NSW Premier’s Literary Awards 2018 winners announced
The winners of the 2018 NSW Premier’s Literary Awards were presented at a ceremony at the State Library of NSW on 30 April.
Kim Scott’s Taboo (Picador), which tells the story of a group of Noongar people who revisit (for the first time in many decades) the site of a massacre, was awarded the $30,000 Indigenous Writers’ Prize and the $10,000 Book of the Year prize.
Bram Presser’s The Book of Dirt (Text) also received multiple awards, including the $40,000 Christina Stead Prize for Fiction, the $5000 Glenda Adams Award for New Writing and the People’s Choice Award.
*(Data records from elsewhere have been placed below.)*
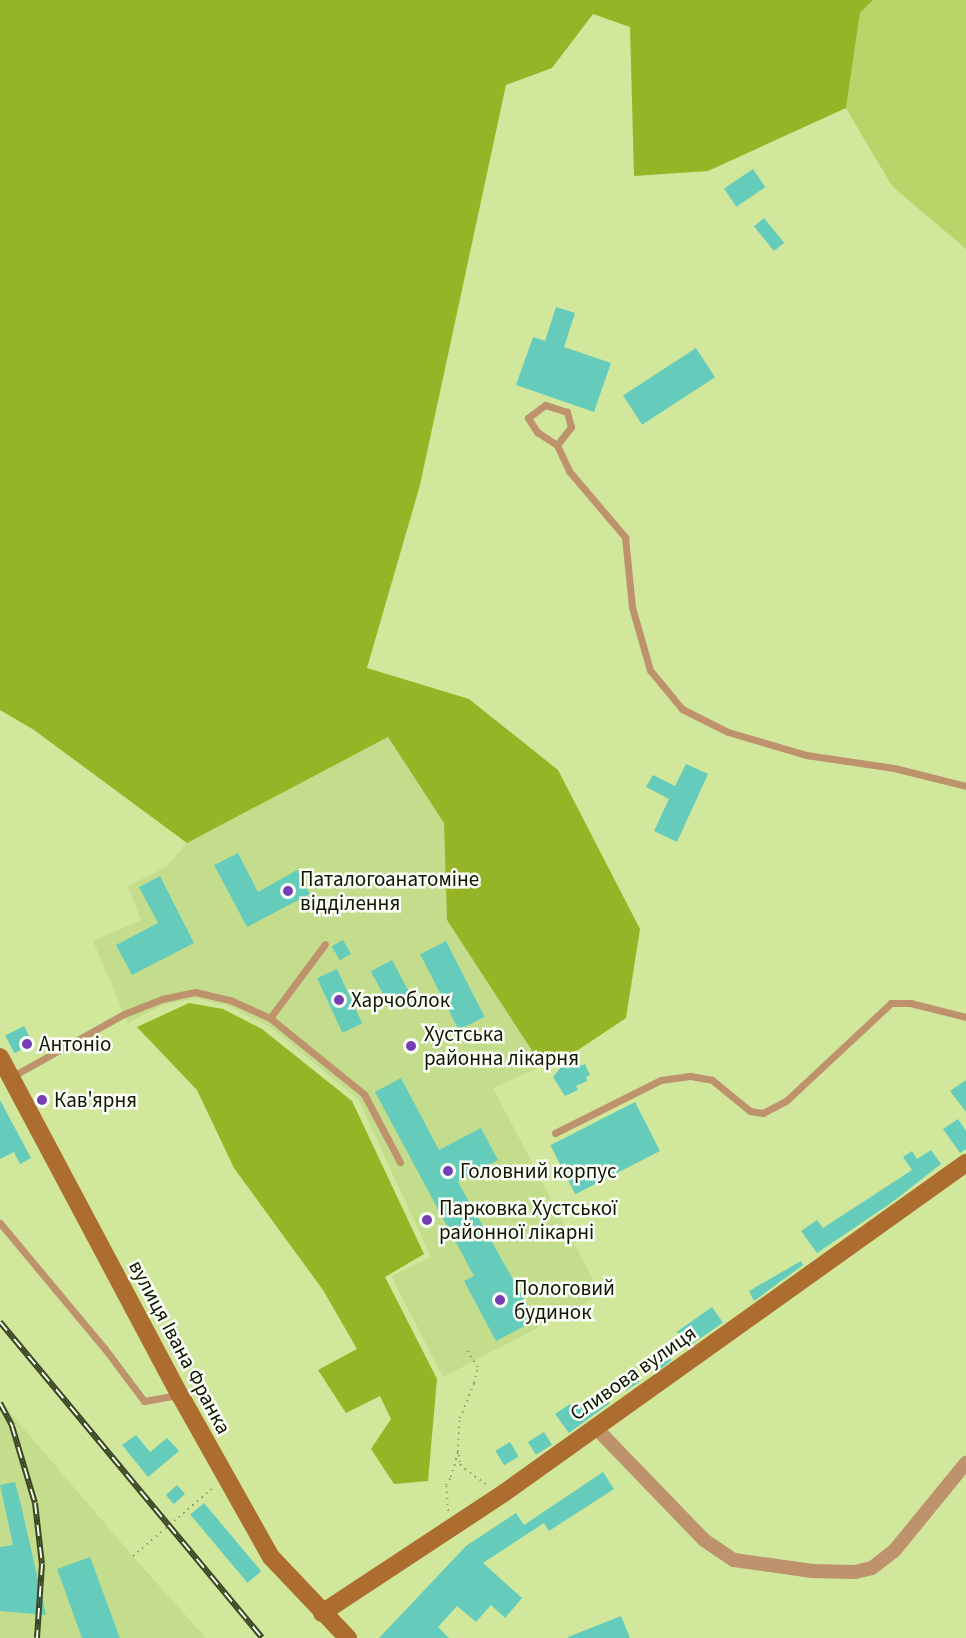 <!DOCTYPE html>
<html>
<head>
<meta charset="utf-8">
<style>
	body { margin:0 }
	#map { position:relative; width:966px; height:1638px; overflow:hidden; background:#d0e79c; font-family:"Source Sans 3",sans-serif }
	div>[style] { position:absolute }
	.built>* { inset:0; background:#c4dd8c }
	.green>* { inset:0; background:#b7d569 }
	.forest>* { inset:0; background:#95b526 }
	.building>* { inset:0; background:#65ccbc; transform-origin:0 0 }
	.path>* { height:2px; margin-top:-1px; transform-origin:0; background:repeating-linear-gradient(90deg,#8c9d65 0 1.5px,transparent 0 6px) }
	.lane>* { height:7px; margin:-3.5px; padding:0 3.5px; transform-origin:3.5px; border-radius:3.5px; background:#be926c }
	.street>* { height:14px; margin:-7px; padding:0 7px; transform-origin:7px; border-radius:7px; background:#be926c }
	.secondary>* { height:18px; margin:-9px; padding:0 9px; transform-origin:9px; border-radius:9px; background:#ac6d2e }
	.rail>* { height:6px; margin-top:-3px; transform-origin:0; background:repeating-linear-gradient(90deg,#fbfef7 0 11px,#3b4523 0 22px); box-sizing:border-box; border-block:2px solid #3b4523 }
	.dots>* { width:16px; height:16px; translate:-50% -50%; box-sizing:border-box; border:3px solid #fbfef7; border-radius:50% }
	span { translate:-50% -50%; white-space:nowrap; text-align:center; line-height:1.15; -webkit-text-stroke:5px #fbfef7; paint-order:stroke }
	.poi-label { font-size:21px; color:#101600 }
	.left { translate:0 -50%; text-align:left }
	.street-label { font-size:21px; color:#101600 }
</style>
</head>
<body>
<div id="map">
	<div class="built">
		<div style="clip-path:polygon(388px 737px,444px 823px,447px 920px,542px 1066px,493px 1088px,601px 1295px,443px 1377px,391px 1276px,431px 1257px,358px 1099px,269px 1026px,228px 1006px,196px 998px,162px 1005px,128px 1023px,93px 941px,141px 920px,128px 886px,166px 867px,187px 843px)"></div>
		<div style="clip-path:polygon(0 1401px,143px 1568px,206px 1638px,0 1638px)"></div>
	</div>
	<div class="green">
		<div style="clip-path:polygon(873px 0,966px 0,966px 249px,892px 186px,846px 108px,860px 13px)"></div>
	</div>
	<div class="forest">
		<div style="clip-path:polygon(0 0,873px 0,860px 13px,846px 108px,708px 171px,634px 176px,630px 27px,593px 14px,552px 68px,506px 85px,420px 485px,367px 668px,469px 699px,558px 770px,640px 929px,626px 1018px,578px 1050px,542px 1066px,447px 920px,444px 823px,388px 737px,187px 843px,34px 730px,0 710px)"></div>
		<div style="clip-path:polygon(189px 1003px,223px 1009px,262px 1029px,352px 1101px,424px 1254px,385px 1277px,437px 1379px,428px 1481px,394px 1484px,371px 1449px,391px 1419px,380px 1396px,346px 1413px,318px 1370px,357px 1349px,323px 1290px,234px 1168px,197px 1090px,137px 1027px)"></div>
	</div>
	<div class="building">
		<div style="left:753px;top:169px;width:22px;height:35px;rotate:56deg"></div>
		<div style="left:764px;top:218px;width:32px;height:13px;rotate:51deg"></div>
		<div style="clip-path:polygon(556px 307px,575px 313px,564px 347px,611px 363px,594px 412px,516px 385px,533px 337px,545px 341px)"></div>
		<div style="left:696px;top:348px;width:35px;height:87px;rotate:57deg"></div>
		<div style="clip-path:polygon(686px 764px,708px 774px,677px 842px,654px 831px,669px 799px,646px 787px,653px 775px,675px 786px)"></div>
		<div style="clip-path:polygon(238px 853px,258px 892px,297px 870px,310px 894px,247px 927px,214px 865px)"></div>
		<div style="clip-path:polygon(160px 876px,194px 943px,132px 975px,116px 945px,158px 923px,139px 887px)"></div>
		<div style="left:343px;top:940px;width:16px;height:13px;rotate:60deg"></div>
		<div style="left:446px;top:941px;width:85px;height:29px;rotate:63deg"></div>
		<div style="left:392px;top:960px;width:40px;height:24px;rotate:62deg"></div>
		<div style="left:337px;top:969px;width:60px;height:22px;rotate:65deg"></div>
		<div style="left:24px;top:1026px;width:20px;height:21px;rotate:63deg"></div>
		<div style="clip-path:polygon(580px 1063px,581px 1066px,585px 1064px,590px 1075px,586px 1077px,587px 1081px,576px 1086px,578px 1090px,565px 1096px,553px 1077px,562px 1066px,570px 1067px)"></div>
		<div style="clip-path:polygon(401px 1078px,439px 1150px,481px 1128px,498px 1160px,458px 1182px,536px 1320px,496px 1341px,464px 1281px,474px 1276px,375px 1092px)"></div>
		<div style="clip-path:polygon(966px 1080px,966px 1112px,950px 1091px)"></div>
		<div style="clip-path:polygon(0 1100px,31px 1158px,20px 1164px,14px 1152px,0 1159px)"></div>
		<div style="left:635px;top:1102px;width:55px;height:95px;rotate:63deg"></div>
		<div style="clip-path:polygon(958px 1119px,966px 1131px,966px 1149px,960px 1153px,943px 1129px)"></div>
		<div style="clip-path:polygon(931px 1150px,941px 1164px,891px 1203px,817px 1253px,801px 1231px,817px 1220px,823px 1228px,912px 1170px,903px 1157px,912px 1151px,917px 1159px)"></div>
		<div style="clip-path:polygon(801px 1261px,803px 1265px,754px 1301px,749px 1291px)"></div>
		<div style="left:712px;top:1307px;width:19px;height:43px;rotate:55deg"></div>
		<div style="left:663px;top:1349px;width:14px;height:16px;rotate:51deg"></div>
		<div style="left:632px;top:1370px;width:14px;height:17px;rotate:56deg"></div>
		<div style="clip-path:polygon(602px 1391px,610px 1403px,569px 1433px,555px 1414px,570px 1404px,574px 1409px)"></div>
		<div style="left:544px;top:1432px;width:15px;height:19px;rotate:58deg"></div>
		<div style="clip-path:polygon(136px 1435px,150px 1452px,167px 1438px,179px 1451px,148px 1477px,122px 1445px)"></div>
		<div style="left:510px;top:1442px;width:17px;height:17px;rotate:59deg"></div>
		<div style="clip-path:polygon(603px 1472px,614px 1489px,549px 1531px,544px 1523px,483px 1563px,522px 1598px,505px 1618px,491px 1605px,476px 1622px,457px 1606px,438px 1627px,449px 1638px,379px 1638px,466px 1546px,516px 1513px,524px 1525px)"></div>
		<div style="clip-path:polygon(15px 1482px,21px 1505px,46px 1615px,0 1611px,0 1547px,13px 1545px,0 1485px)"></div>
		<div style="left:177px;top:1485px;width:12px;height:15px;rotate:48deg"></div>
		<div style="left:204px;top:1503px;width:89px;height:18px;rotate:50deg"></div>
		<div style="clip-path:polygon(90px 1557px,120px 1638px,82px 1638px,57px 1569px)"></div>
		<div style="clip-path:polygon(621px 1616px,630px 1638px,568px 1638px,568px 1637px)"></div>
	</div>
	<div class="path">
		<div style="left:459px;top:1455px;width:9px;rotate:84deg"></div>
		<div style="left:460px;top:1464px;width:7px;rotate:45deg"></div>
		<div style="left:465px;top:1469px;width:29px;rotate:36deg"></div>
		<div style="left:448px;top:1511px;width:26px;rotate:-94deg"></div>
		<div style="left:446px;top:1485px;width:9px;rotate:-58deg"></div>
		<div style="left:451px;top:1477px;width:26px;rotate:-74deg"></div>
		<div style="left:458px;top:1452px;width:34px;rotate:-87deg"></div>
		<div style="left:460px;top:1418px;width:38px;rotate:-68deg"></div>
		<div style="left:474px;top:1383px;width:16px;rotate:-76deg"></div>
		<div style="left:478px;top:1367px;width:23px;rotate:-124deg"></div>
		<div style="left:133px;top:1556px;width:106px;rotate:-40.4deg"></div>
	</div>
	<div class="lane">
		<div style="left:557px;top:445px;width:23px;rotate:-52deg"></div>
		<div style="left:571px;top:427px;width:16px;rotate:-105deg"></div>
		<div style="left:567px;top:412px;width:23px;rotate:-162deg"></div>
		<div style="left:545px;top:405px;width:21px;rotate:143deg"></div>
		<div style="left:528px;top:418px;width:17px;rotate:57deg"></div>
		<div style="left:537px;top:432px;width:24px;rotate:33deg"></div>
		<div style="left:557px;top:445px;width:29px;rotate:65deg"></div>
		<div style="left:569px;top:471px;width:87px;rotate:49.7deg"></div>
		<div style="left:625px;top:537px;width:70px;rotate:84.3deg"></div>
		<div style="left:632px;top:607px;width:66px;rotate:74.1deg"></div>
		<div style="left:650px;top:670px;width:50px;rotate:50.6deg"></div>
		<div style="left:682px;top:709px;width:51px;rotate:26.6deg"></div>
		<div style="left:728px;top:732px;width:81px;rotate:16.4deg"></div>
		<div style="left:806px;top:755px;width:89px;rotate:8.4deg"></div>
		<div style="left:894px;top:768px;width:74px;rotate:14deg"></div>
		<div style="left:270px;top:1018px;width:92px;rotate:-53.4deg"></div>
		<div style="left:13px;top:1076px;width:127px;rotate:-29.2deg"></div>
		<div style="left:124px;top:1014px;width:41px;rotate:-21.5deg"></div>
		<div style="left:162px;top:999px;width:34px;rotate:-12deg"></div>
		<div style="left:195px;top:992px;width:36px;rotate:13deg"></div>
		<div style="left:230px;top:1000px;width:44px;rotate:24.2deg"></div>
		<div style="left:270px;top:1018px;width:121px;rotate:39deg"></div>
		<div style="left:364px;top:1094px;width:77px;rotate:62.1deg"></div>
		<div style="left:555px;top:1133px;width:119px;rotate:-26.6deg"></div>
		<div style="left:661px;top:1080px;width:29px;rotate:-8deg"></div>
		<div style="left:690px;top:1076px;width:22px;rotate:10deg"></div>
		<div style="left:712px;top:1080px;width:49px;rotate:39.2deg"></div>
		<div style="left:750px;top:1111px;width:13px;rotate:9deg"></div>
		<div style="left:763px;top:1113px;width:27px;rotate:-28deg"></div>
		<div style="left:787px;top:1100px;width:142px;rotate:-43deg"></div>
		<div style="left:891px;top:1003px;width:19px"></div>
		<div style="left:910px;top:1003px;width:58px;rotate:14deg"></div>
		<div style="left:0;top:1223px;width:164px;rotate:50.2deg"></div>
		<div style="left:105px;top:1349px;width:65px;rotate:53.1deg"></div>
		<div style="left:144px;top:1401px;width:36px;rotate:-10deg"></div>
	</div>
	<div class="street">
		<div style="left:595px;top:1427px;width:157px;rotate:46deg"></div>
		<div style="left:704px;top:1540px;width:36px;rotate:34deg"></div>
		<div style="left:734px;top:1560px;width:79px;rotate:8deg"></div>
		<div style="left:812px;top:1571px;width:43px;rotate:1.3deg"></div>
		<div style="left:855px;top:1572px;width:17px;rotate:-13deg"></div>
		<div style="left:872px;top:1568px;width:28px;rotate:-38deg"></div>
		<div style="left:894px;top:1551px;width:114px;rotate:-50.7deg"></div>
	</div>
	<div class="secondary">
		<div style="left:0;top:1057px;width:383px;rotate:62deg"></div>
		<div style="left:180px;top:1395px;width:186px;rotate:60.7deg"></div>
		<div style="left:271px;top:1557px;width:112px;rotate:46.5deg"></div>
		<div style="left:322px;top:1613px;width:218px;rotate:-33.4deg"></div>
		<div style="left:504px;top:1493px;width:568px;rotate:-35.54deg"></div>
	</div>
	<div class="rail">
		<div style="left:0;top:1322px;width:410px;rotate:50.3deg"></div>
		<div style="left:0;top:1403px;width:26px;rotate:62deg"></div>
		<div style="left:12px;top:1426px;width:80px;rotate:73.4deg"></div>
		<div style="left:35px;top:1503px;width:61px;rotate:83.5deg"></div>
		<div style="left:42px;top:1564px;width:74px;rotate:93.9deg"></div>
	</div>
	<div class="dots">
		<div style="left:288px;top:891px;background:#763db4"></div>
		<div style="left:339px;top:1000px;background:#763db4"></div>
		<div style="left:27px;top:1044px;background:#763db4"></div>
		<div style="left:411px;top:1046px;background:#763db4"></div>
		<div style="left:42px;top:1100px;background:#763db4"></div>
		<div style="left:448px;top:1171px;background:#763db4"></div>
		<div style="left:427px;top:1220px;background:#763db4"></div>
		<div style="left:500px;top:1300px;background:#763db4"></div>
	</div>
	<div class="poi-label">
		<span class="left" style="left:300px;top:891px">Паталогоанатоміне<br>відділення</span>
		<span class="left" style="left:351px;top:1000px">Харчоблок</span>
		<span class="left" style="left:424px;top:1046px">Хустська<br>районна лікарня</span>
		<span class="left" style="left:39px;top:1044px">Антоніо</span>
		<span class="left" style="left:54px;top:1100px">Кав'ярня</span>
		<span class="left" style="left:460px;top:1171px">Головний корпус</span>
		<span class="left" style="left:439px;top:1220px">Парковка Хустської<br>районної лікарні</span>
		<span class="left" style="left:514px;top:1300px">Пологовий<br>будинок</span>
	</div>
	<div class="street-label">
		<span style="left:180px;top:1347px;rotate:62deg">вулиця Івана Франка</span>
		<span style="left:633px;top:1373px;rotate:-35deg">Сливова вулиця</span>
	</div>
</div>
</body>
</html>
Part fiction, part family history, The Book of Dirt tells the story of Presser’s grandparents, Jakub Rand and Dasa Roubickova, who lived in Prague during Nazi occupation.
The full list of winners is:
Book of the Year ($10,000)
- Taboo (Kim Scott, Picador)
Christina Stead Prize for Fiction ($40,000)
- The Book of Dirt (Bram Presser, Text)
Douglas Stewart Prize for Nonfiction ($40,000)
- Passchendaele: Requiem for Doomed Youth (Paul Ham, William Heinemann)
Kenneth Slessor Prize for Poetry ($30,000)
- Argosy (Bella Li, Vagabond Press)
Patricia Wrightson Prize for Children’s Literature ($30,000)
- How to Bee (Bren MacDibble, A&U)
Ethel Turner Prize for Young Adult’s Literature ($30,000)
- The Ones that Disappeared (Zana Fraillon, Hachette)
Indigenous Writers’ Prize ($30,000, offered biennially)
- Taboo (Kim Scott, Picador)
Multicultural NSW Award ($20,000)
- The Permanent Resident (Roanna Gonsalves, UWA Publishing)
Nick Enright Prize for Playwriting ($30,000)
- Black is the New White (Nakkiah Lui, Sydney Theatre Company)
Betty Roland Prize for Scriptwriting ($30,000, joint winners)
- Deep Water: The Real Story (Aman da Blue & Jacob Hickey, Blackfella Films)
- Top of the Lake: China Girl, Series 2 Episode 4 ‘Birthday’ (Jane Campion & Gerard Lee, See-Saw Films)
UTS Glenda Adams Award for New Writing ($5000)
- The Book of Dirt (Bram Presser, Text)
People’s Choice Award
- The Book of Dirt (Bram Presser, Text)
Awards judge Suzanne Leal said, ‘With clarity, with urgency and often, too, with humour, the winning entries challenge our understanding of Australia’s history and question where we are headed. We congratulate the writers—both new and established—for these exciting, original and thought-provoking works.’